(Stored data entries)
'''

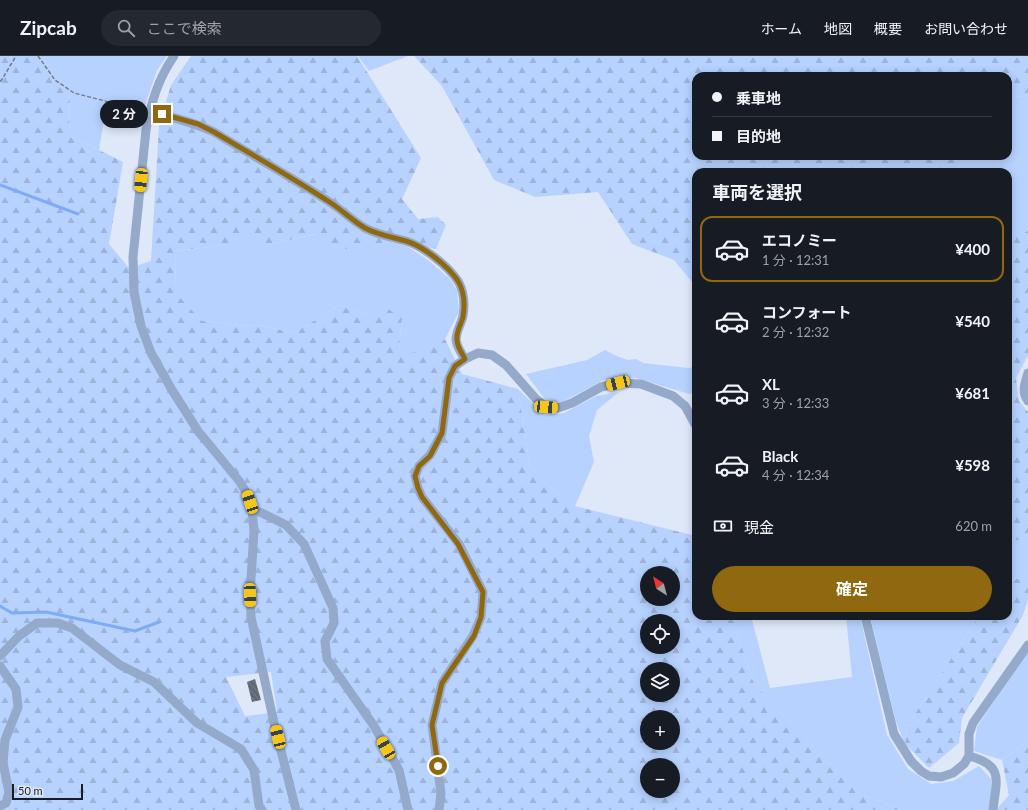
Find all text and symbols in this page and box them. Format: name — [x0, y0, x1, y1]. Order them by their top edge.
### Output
search box — [101, 10, 381, 46]
text: Zipcab — [20, 16, 77, 39]
icon: search — [115, 17, 137, 39]
text: ここで検索 — [147, 19, 222, 37]
text: ホーム — [760, 20, 802, 37]
text: 地図 — [824, 20, 852, 37]
text: 概要 — [874, 20, 902, 37]
text: お問い合わせ — [924, 20, 1008, 37]
text: 乗車地 — [736, 89, 781, 107]
callout: 2 分 — [100, 100, 148, 128]
route end — [153, 105, 171, 123]
text: 2 分 — [112, 106, 136, 122]
text: 目的地 — [736, 127, 781, 145]
car — [134, 167, 148, 193]
text: 車両を選択 — [712, 181, 802, 203]
icon: car — [714, 231, 750, 267]
text: エコノミー — [762, 231, 837, 249]
text: ¥400 — [955, 240, 990, 258]
text: 1 分 · 12:31 — [762, 252, 829, 268]
icon: car — [714, 303, 750, 339]
text: コンフォート — [762, 303, 852, 321]
text: ¥540 — [955, 312, 990, 330]
text: 2 分 · 12:32 — [762, 324, 829, 340]
car — [605, 374, 631, 392]
icon: car — [714, 375, 750, 411]
text: XL — [762, 375, 780, 393]
text: ¥681 — [955, 384, 990, 402]
text: 3 分 · 12:33 — [762, 395, 829, 411]
car — [534, 400, 558, 414]
icon: car — [714, 447, 750, 483]
text: Black — [762, 447, 798, 465]
text: ¥598 — [955, 456, 990, 474]
text: 4 分 · 12:34 — [762, 467, 829, 483]
car — [240, 489, 260, 515]
icon: cash — [712, 515, 734, 537]
text: 現金 — [744, 518, 774, 536]
text: 620 m — [955, 518, 992, 534]
north arrow — [640, 566, 680, 606]
map controls — [640, 566, 680, 798]
button: 確定 — [712, 566, 992, 612]
car — [244, 583, 256, 607]
button: locate — [640, 614, 680, 654]
button: layers — [640, 662, 680, 702]
button: + — [640, 710, 680, 750]
car — [269, 724, 287, 750]
car — [375, 735, 397, 761]
route start — [429, 757, 447, 775]
button: − — [640, 758, 680, 798]
scale bar — [12, 782, 83, 801]
text: 50 m — [18, 784, 43, 797]

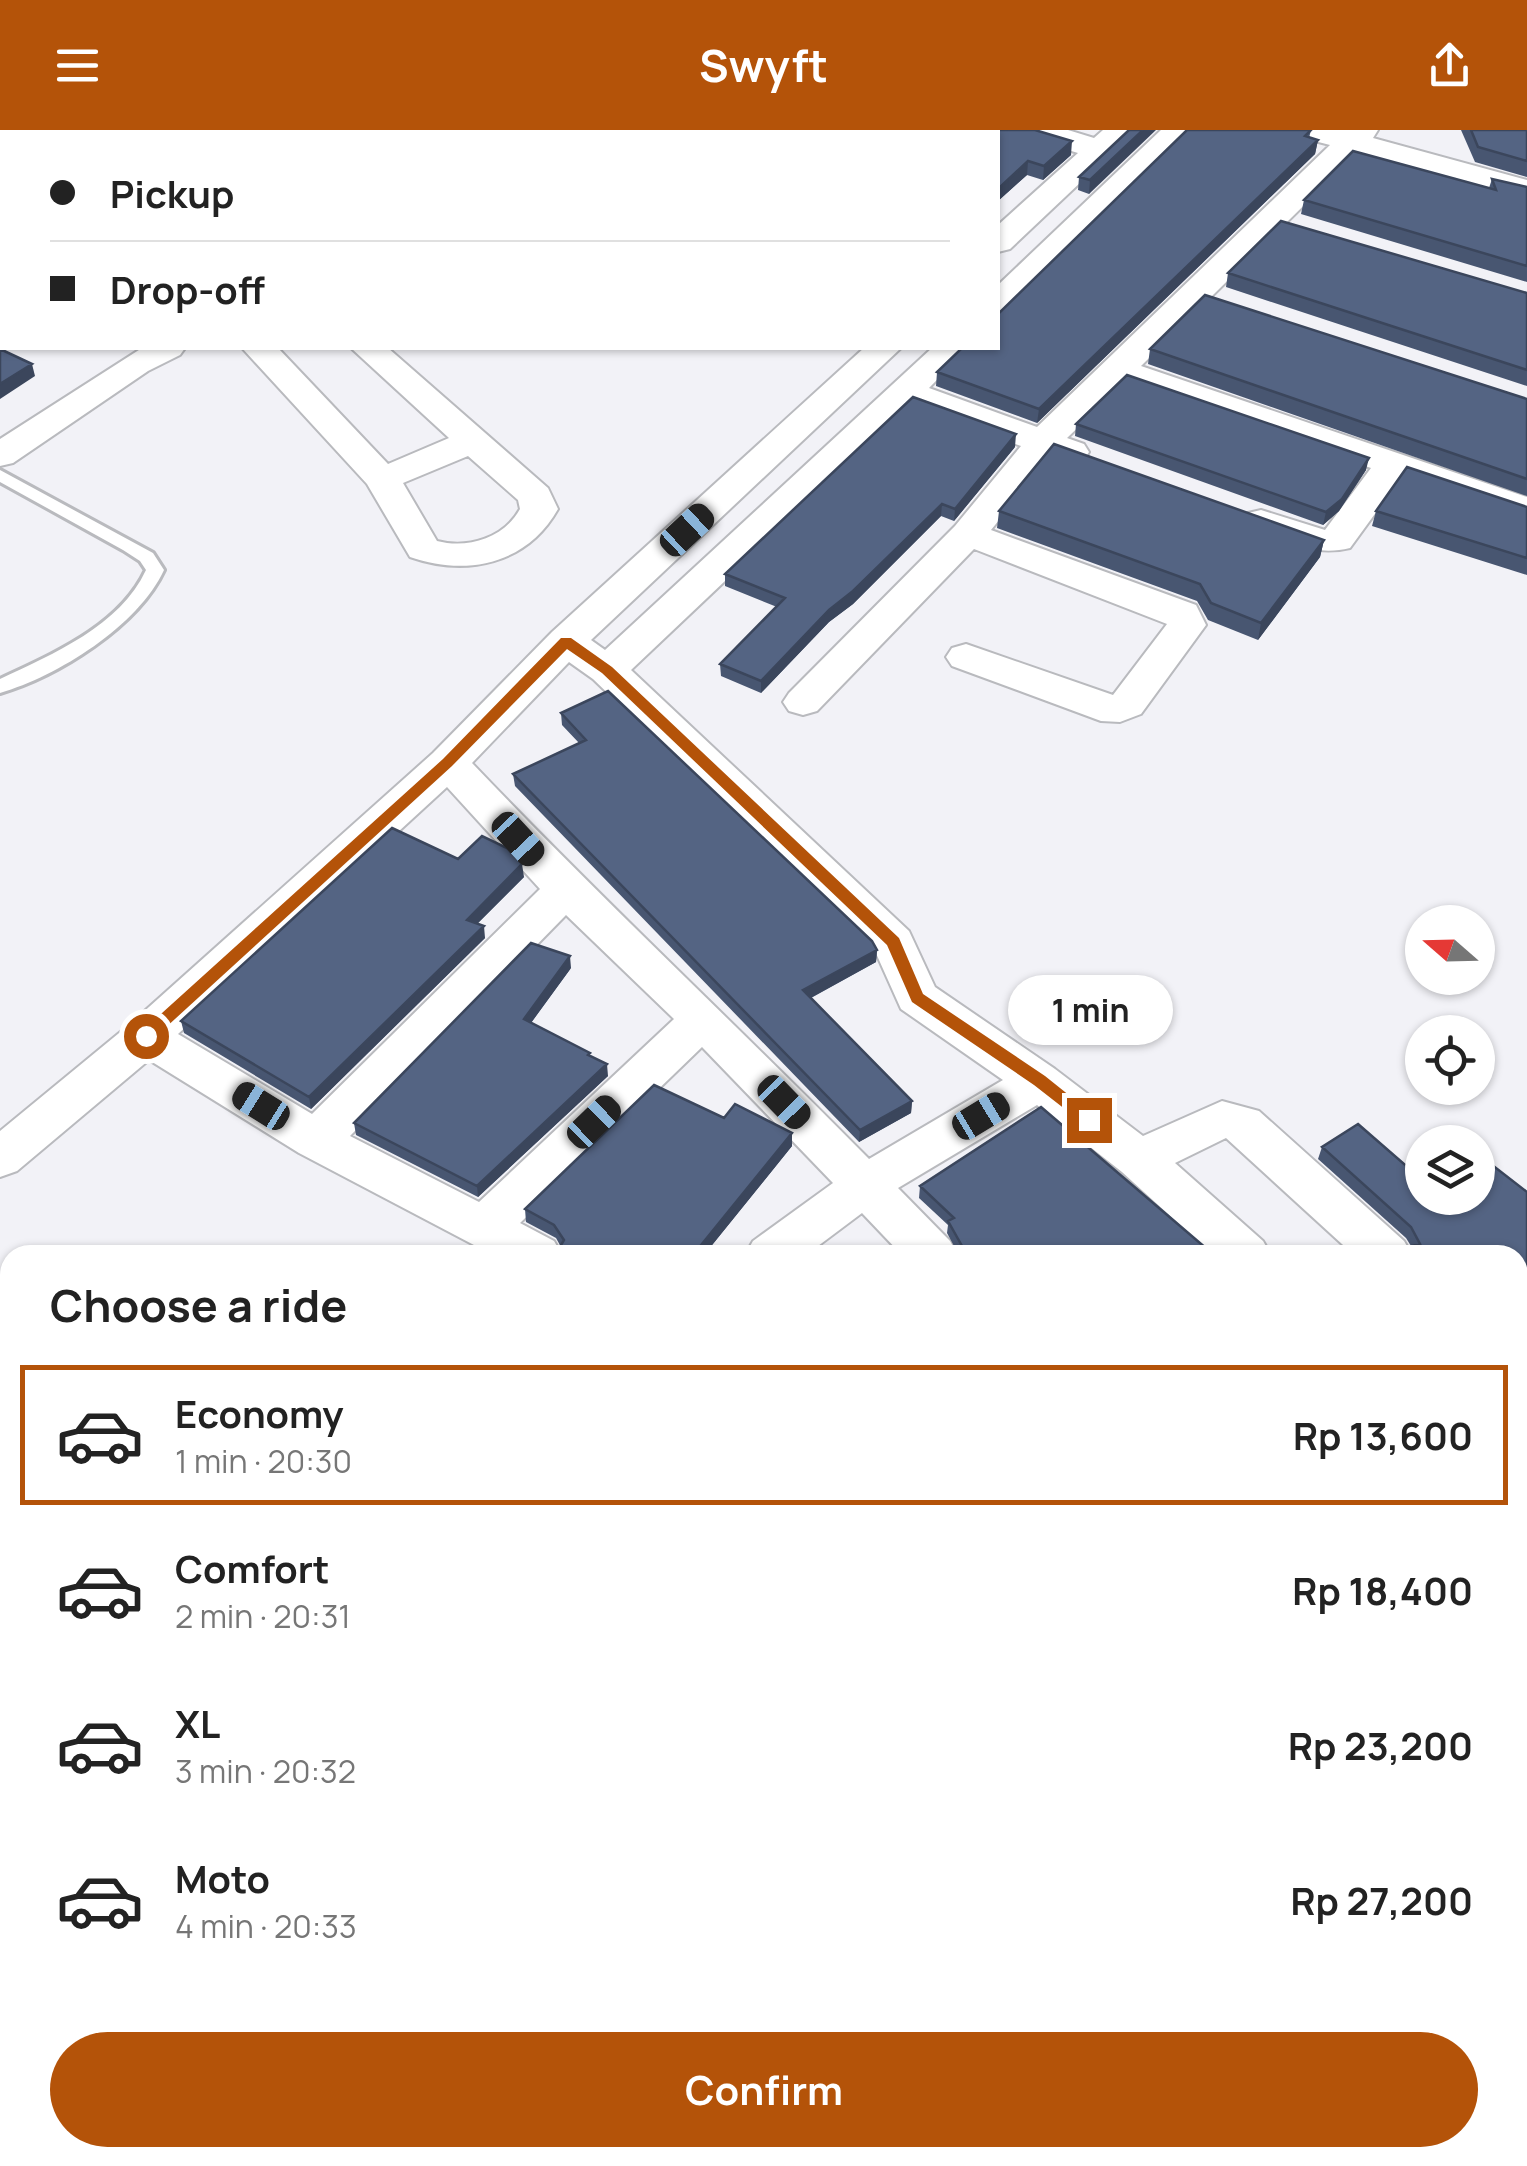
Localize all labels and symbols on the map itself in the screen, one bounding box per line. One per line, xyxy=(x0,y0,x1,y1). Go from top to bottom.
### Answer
car xyxy=(655,499,719,561)
car xyxy=(487,807,549,871)
north arrow xyxy=(1405,905,1495,995)
callout: 1 min xyxy=(1006,975,1172,1045)
route start xyxy=(124,1014,169,1059)
car xyxy=(752,1070,816,1134)
car xyxy=(228,1077,294,1135)
car xyxy=(948,1088,1014,1144)
car xyxy=(562,1090,626,1154)
route end xyxy=(1067,1098,1112,1143)

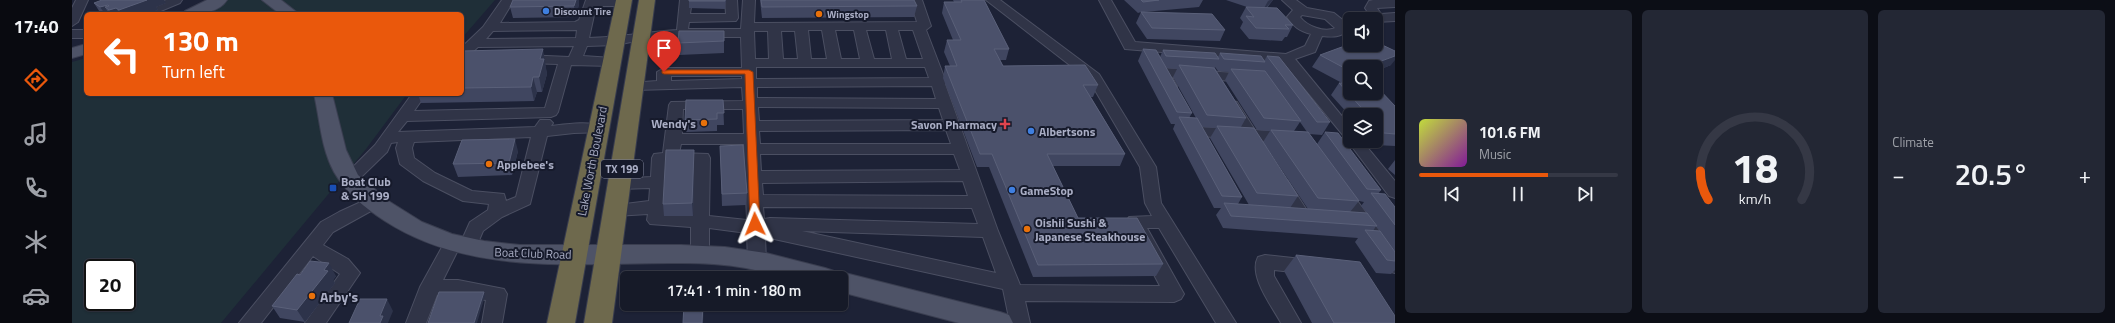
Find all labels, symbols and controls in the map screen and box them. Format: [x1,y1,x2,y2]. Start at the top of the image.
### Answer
place label: Discount Tire [554,4,611,19]
marker: Discount Tire [541,6,551,16]
place label: Wingstop [827,7,869,22]
marker: Wingstop [814,9,824,19]
map controls [1343,12,1383,148]
button: sound [1343,12,1383,52]
text: 17:40 [14,13,58,40]
text: 130 m [162,19,239,62]
icon: left [96,28,148,80]
pin [647,31,681,72]
icon: arrive [653,37,675,59]
text: Turn left [162,58,225,85]
button: search [1343,60,1383,100]
icon: directions [22,66,50,94]
street label: Lake Worth Boulevard [572,105,612,217]
button: layers [1343,108,1383,148]
place label: Wendy's [651,114,696,133]
place label: Savon Pharmacy [911,115,997,134]
marker: Wendy's [699,118,709,128]
marker: Savon Pharmacy [1000,119,1010,129]
icon: music [22,120,50,148]
text: 101.6 FM [1479,121,1541,144]
place label: Albertsons [1039,122,1096,141]
marker: Albertsons [1026,126,1036,136]
text: Climate [1892,132,1934,152]
text: 18 [1732,135,1778,198]
text: Music [1479,144,1511,164]
text: 20.5° [1954,151,2029,197]
place label: Applebee's [497,155,554,174]
text: − [1892,158,1905,192]
text: + [2079,158,2091,192]
marker: Applebee's [484,159,494,169]
road number: TX 199 [601,160,643,178]
place label: Boat Club & SH 199 [341,172,391,205]
icon: phone [22,174,50,202]
place label: GameStop [1020,181,1074,200]
marker: Boat Club & SH 199 [328,183,338,193]
icon: previous [1441,183,1463,205]
icon: pause [1507,183,1529,205]
icon: next [1574,183,1596,205]
marker: GameStop [1007,185,1017,195]
text: km/h [1739,187,1771,209]
position arrow [734,203,776,245]
place label: Oishii Sushi & Japanese Steakhouse [1035,213,1145,246]
marker: Oishii Sushi & Japanese Steakhouse [1022,224,1032,234]
icon: climate [22,228,50,256]
street label: Boat Club Road [494,242,572,264]
speed limit sign: 20 [84,259,136,311]
text: 17:41 · 1 min · 180 m [667,279,801,302]
icon: car [22,282,50,310]
place label: Arby's [320,286,358,307]
marker: Arby's [307,291,317,301]

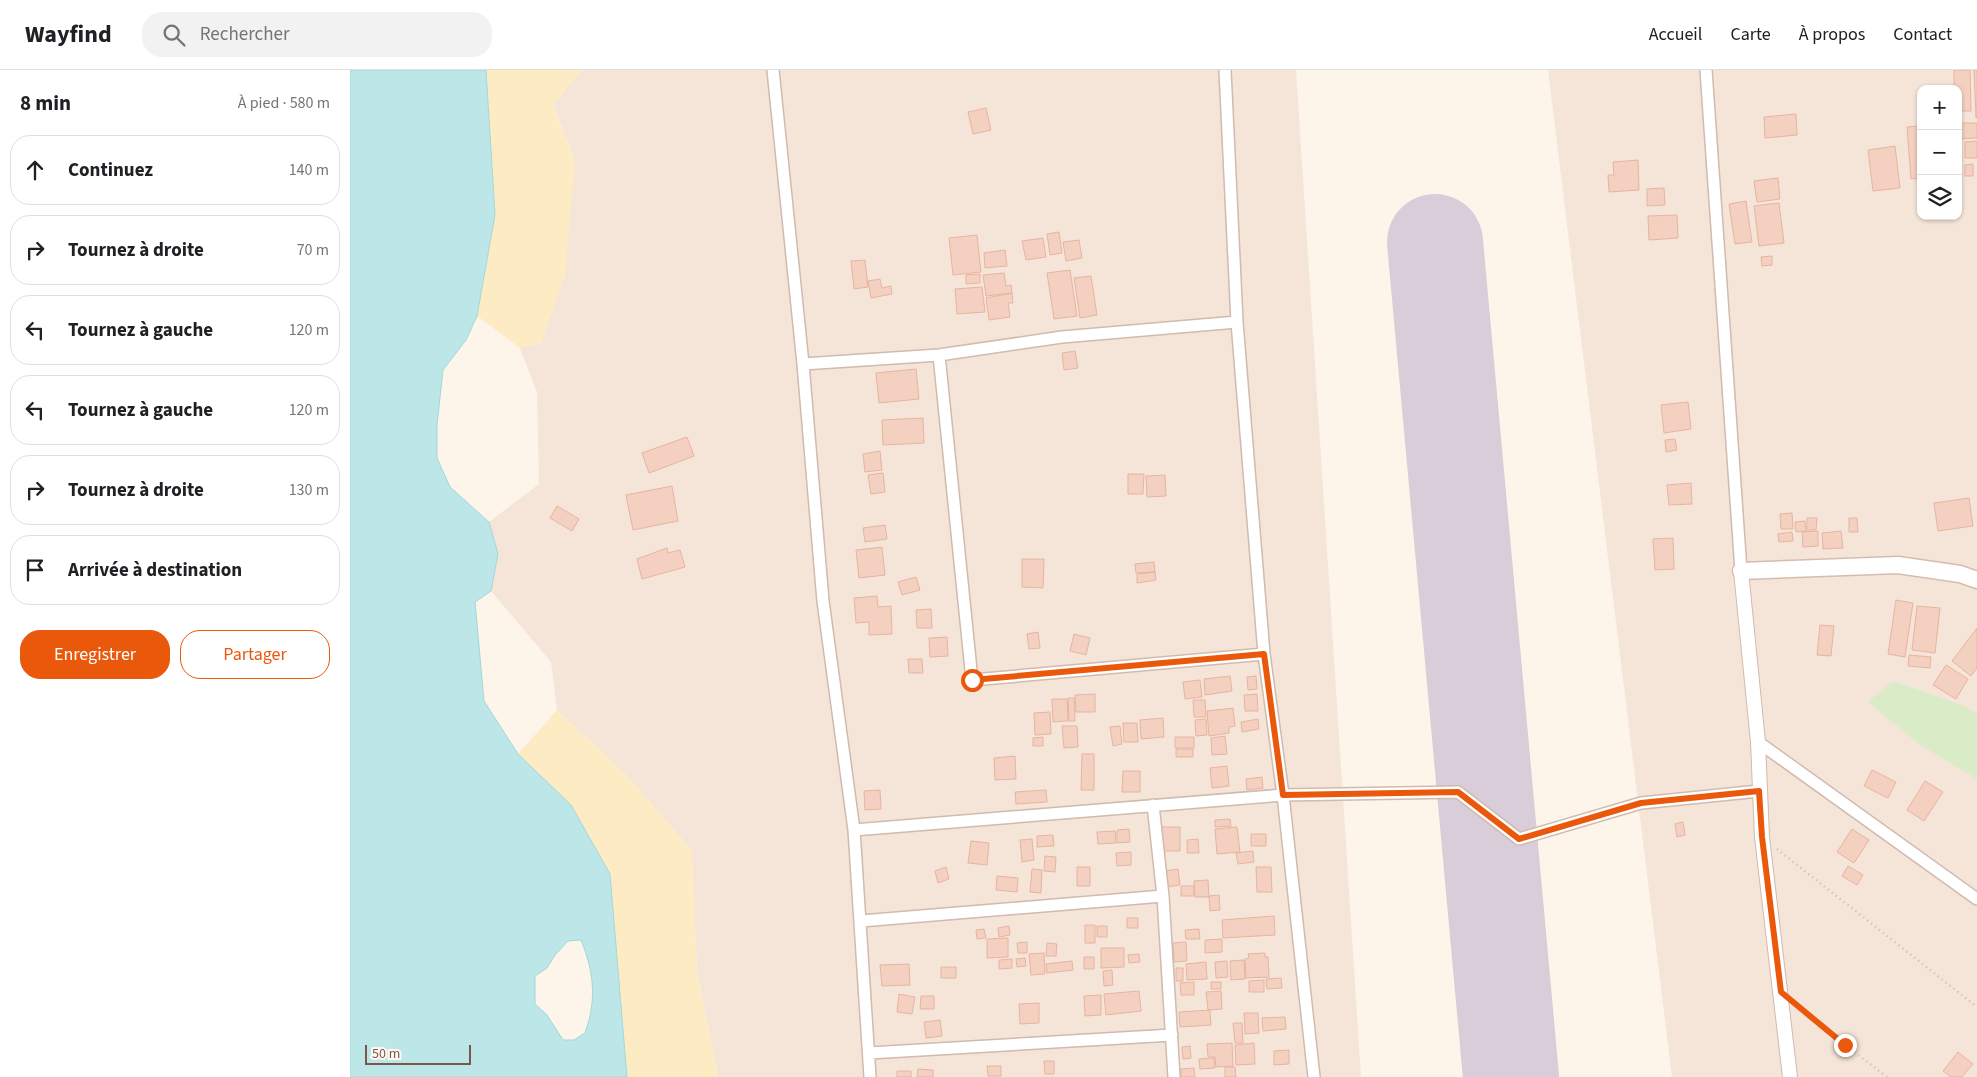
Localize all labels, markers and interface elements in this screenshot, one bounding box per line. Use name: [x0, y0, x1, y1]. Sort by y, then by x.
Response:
search box: [142, 12, 492, 57]
text: Wayfind: [25, 17, 112, 52]
icon: search: [160, 21, 188, 49]
text: Rechercher: [200, 21, 290, 48]
text: Accueil: [1649, 22, 1702, 47]
text: Carte: [1730, 22, 1771, 47]
text: À propos: [1799, 22, 1865, 47]
text: Contact: [1893, 22, 1952, 47]
map controls: [1917, 85, 1962, 220]
button: +: [1917, 85, 1962, 130]
text: 8 min: [20, 88, 71, 118]
text: À pied · 580 m: [238, 92, 330, 114]
button: −: [1917, 130, 1962, 175]
icon: ahead: [21, 156, 49, 184]
text: Continuez: [68, 157, 153, 184]
text: 140 m: [289, 159, 329, 181]
button: layers: [1917, 175, 1962, 220]
icon: right: [21, 236, 49, 264]
text: Tournez à droite: [68, 237, 204, 264]
text: 70 m: [297, 239, 329, 261]
icon: left: [21, 316, 49, 344]
text: Tournez à gauche: [68, 317, 213, 344]
text: 120 m: [289, 319, 329, 341]
icon: left: [21, 396, 49, 424]
text: Tournez à gauche: [68, 397, 213, 424]
text: 120 m: [289, 399, 329, 421]
icon: right: [21, 476, 49, 504]
text: Tournez à droite: [68, 477, 204, 504]
text: 130 m: [289, 479, 329, 501]
icon: arrive: [21, 556, 49, 584]
text: Arrivée à destination: [68, 557, 242, 584]
button: Enregistrer: [20, 630, 170, 679]
button: Partager: [180, 630, 330, 679]
route start: [961, 669, 984, 692]
route end: [1834, 1034, 1857, 1057]
scale bar: [365, 1042, 471, 1065]
text: 50 m: [372, 1044, 400, 1064]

'''

→ **What needs to be done**
Check each line of the entries above, and show every one holding the word "Pharmacy".

→ **Solution to the problem**
place label: Savon Pharmacy [911,115,997,134]
marker: Savon Pharmacy [1000,119,1010,129]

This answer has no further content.